The trial court in denying defendant's motion to dismiss for failure to state a cause of action held that the foregoing allegations were sufficient to charge defendant with gross negligence.

Subsequently, defendant moved for a summary final judgment based upon the depositions of the parties, and it is upon these proofs that the trial judge bottomed the instant judgment. Construing the facts contained in these depositions in plaintiff's favor, as we must do in a summary final judgment proceeding, we find:

1. Defendant was driving from 55 to 60 miles per hour in a 45 mile per hour speed zone.

2. Defendant was wearing new bifocal glasses which he had obtained about one week prior to the accident and was encountering difficulty in adjusting his eyes to them.

3. Defendant saw lights on the stopped truck more than a block away, but failed to slow down until he was half a car length from it.

4. Defendant's explanation for not slowing down and timely stopping was that he mistook the two red lights which were located high on the stakebody truck to be similar lights which were situated on a bridge about one-half of a mile beyond the point where the accident occurred.

We now compare the allegations in the complaint with the proofs.

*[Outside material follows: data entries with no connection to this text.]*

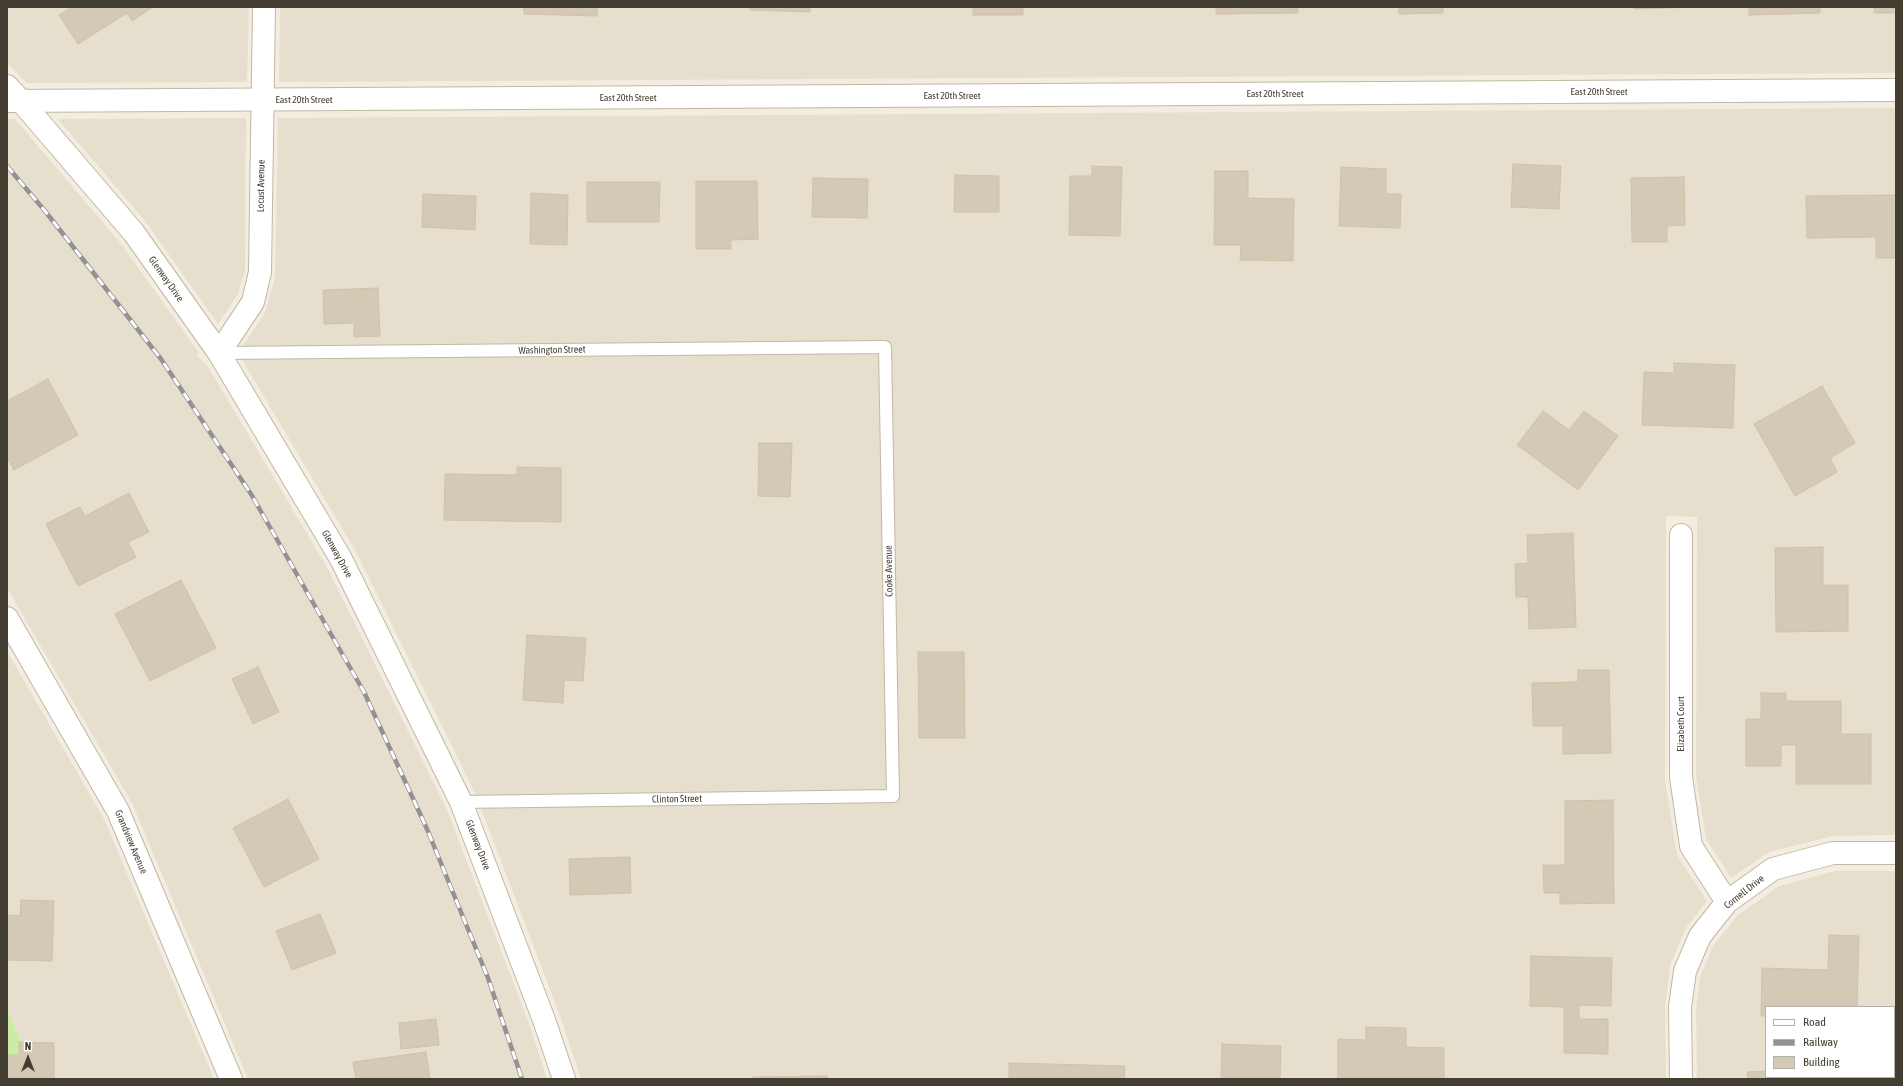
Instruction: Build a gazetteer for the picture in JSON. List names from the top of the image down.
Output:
{
  "streets": {
    "street": [
      "East 20th Street",
      "Locust Avenue",
      "Glenway Drive",
      "Elizabeth Court",
      "Grandview Avenue",
      "Cornell Drive"
    ],
    "lane": ["Washington Street", "Cooke Avenue", "Clinton Street"]
  },
  "crossings": [
    ["East 20th Street", "Locust Avenue"],
    ["East 20th Street", "Glenway Drive"],
    ["Locust Avenue", "Glenway Drive"],
    ["Locust Avenue", "Washington Street"],
    ["Glenway Drive", "Washington Street"],
    ["Glenway Drive", "Clinton Street"],
    ["Washington Street", "Cooke Avenue"],
    ["Cooke Avenue", "Clinton Street"],
    ["Elizabeth Court", "Cornell Drive"]
  ],
  "legend": ["Road", "Railway", "Building"],
  "north": "top"
}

The complaint alleges that defendant was grossly negligent by not seeing the warning lights located on the truck. Defendant admits that he saw said lights more than a block away and did not reduce the speed of his automobile. Plaintiff alleged defendant was traveling at a dangerous rate of speed in excess of the 45 mile legal limit. Defendant testified that he was driving "50 to 60" miles per hour; the complaint alleges that defendant proceeded at a dangerous rate of speed in a straight line and without slackening his speed or applying his brakes, drove into the rear of the truck with great force and violence. The defendant further testified on his deposition that he was "* * * half a car length when I realized that was a truck sitting in front of me then." Thus, each material allegation of plaintiff's complaint has been substantiated and the complaint having stated a cause of action, we conclude that Plaintiff made out a prima facie case.

Thousands of pages have been written by the appellate courts of this state in their efforts to draw a line between gross and simple negligence for the guidance of the bench and the bar. The trial judge in the case sub judice stated the rule as:

"`the rule which would more nearly solve the problem than any other would be one which recognized that simple negligence is that course of conduct which a reasonable and prudent man would know might possibly result in injury to persons or property whereas gross negligence is that course of conduct which a reasonable and prudent man would know would probably and most likely result in injury to persons or property.' Bridges v. Speer (Fla. *179 1955) 79 So.2d 679. 3 Fla.Jur., Automobiles and Other Motors Vehicles, Section 124, page 602."

Defendant submits that the appropriate rule is whether "* * * the driver, at the time and place, knew that his driving `would probably and most likely result in injury to persons or property or that the likelihood of injury to other persons or property' was known by the driver `to be imminent or clear and present'. Bridges v. Speer, Fla., 79 So.2d 679." (Emphasis supplied.) And plaintiff contends that in doubtful cases, the question of whether the negligence is ordinary or gross is one which should be submitted to the jury. Douglass v. Galvin, 130 So.2d 282 (Fla.App.2d 1961). We have no quarrel with the cited principles of law, for each of them is sound. As is not unusual, it is the application of same that presents the problem that now confronts us.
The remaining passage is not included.